Data supplied:
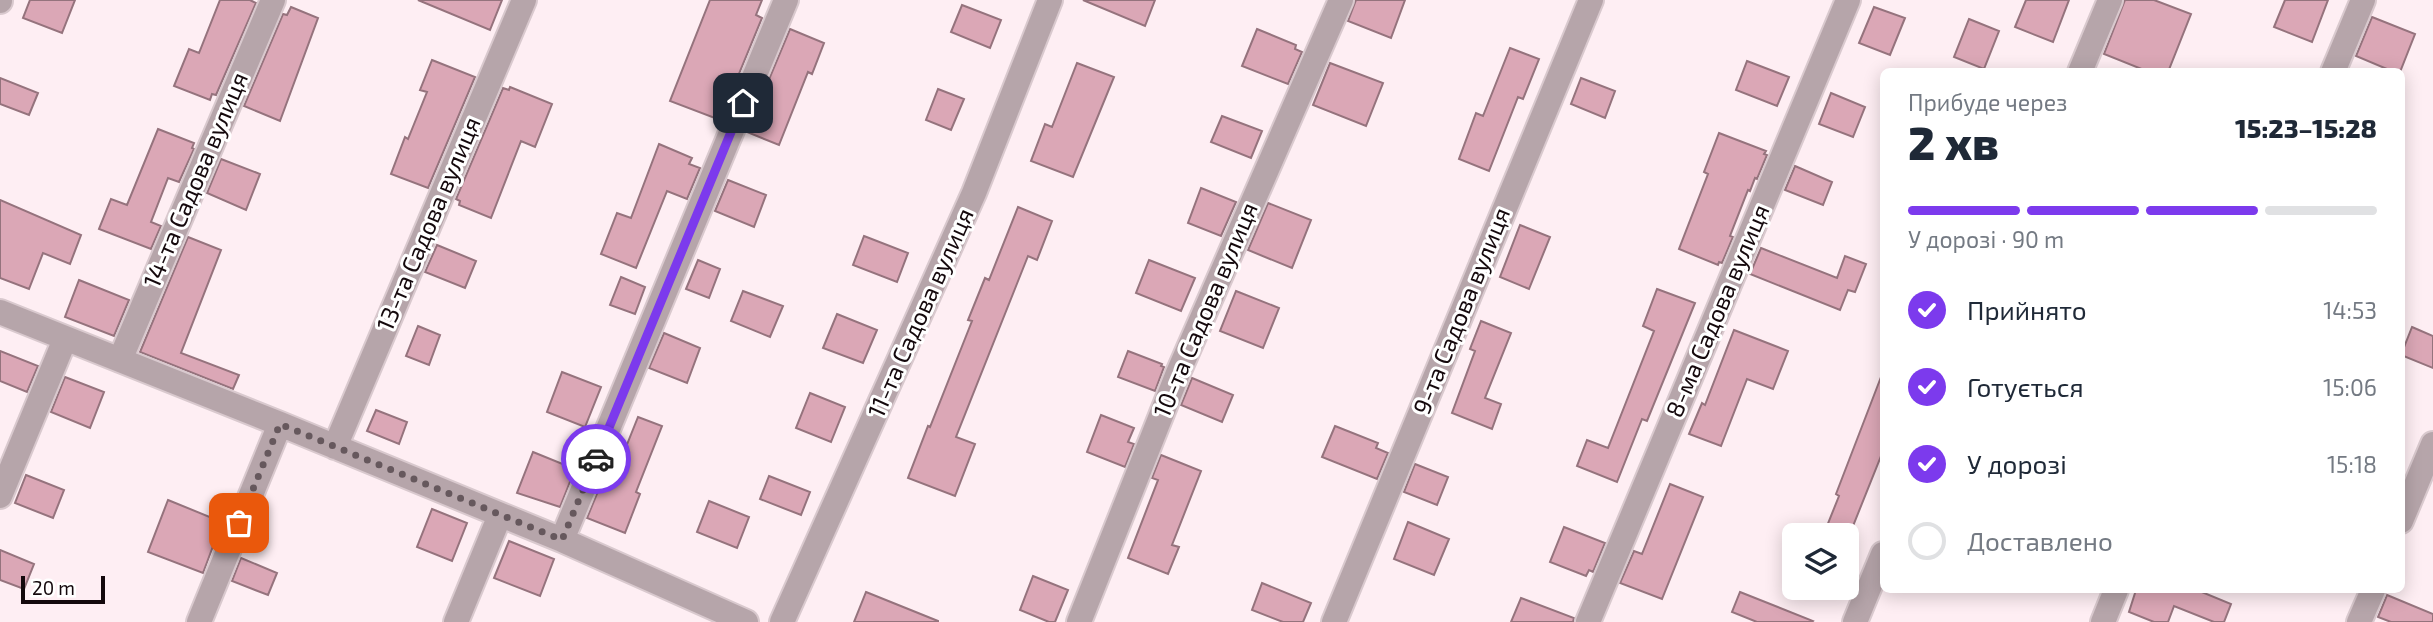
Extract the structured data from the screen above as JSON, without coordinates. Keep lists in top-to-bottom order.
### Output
{
  "streets": {
    "street": [
      "14-та Садова вулиця",
      "13-та Садова вулиця",
      "10-та Садова вулиця",
      "9-та Садова вулиця",
      "8-ма Садова вулиця",
      "11-та Садова вулиця"
    ]
  },
  "scale_bar": "20 m",
  "page": {
    "heading": ["2 хв", "Прибуде через", "15:23–15:28"],
    "bar": "У дорозі · 90 m",
    "list": [
      ["Прийнято", "14:53"],
      ["Готується", "15:06"],
      ["У дорозі", "15:18"],
      "Доставлено"
    ],
    "scale": "20 m"
  }
}
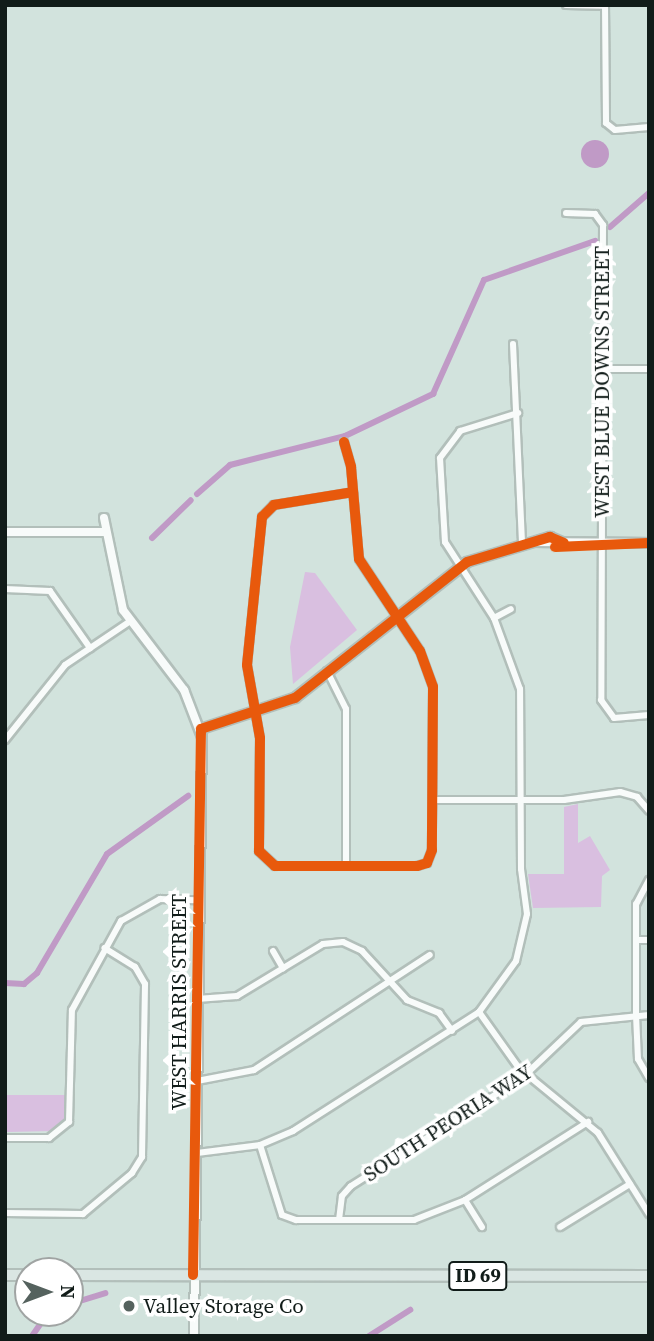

What to work on: Output all of the records exactly as they appear above, but not the pictures.

Answer to the problem:
Extract the structured data from the screen above as JSON, without coordinates. Keep lists in top-to-bottom order.
### Output
{
  "streets": {
    "street": [
      "14-та Садова вулиця",
      "13-та Садова вулиця",
      "10-та Садова вулиця",
      "9-та Садова вулиця",
      "8-ма Садова вулиця",
      "11-та Садова вулиця"
    ]
  },
  "scale_bar": "20 m",
  "page": {
    "heading": ["2 хв", "Прибуде через", "15:23–15:28"],
    "bar": "У дорозі · 90 m",
    "list": [
      ["Прийнято", "14:53"],
      ["Готується", "15:06"],
      ["У дорозі", "15:18"],
      "Доставлено"
    ],
    "scale": "20 m"
  }
}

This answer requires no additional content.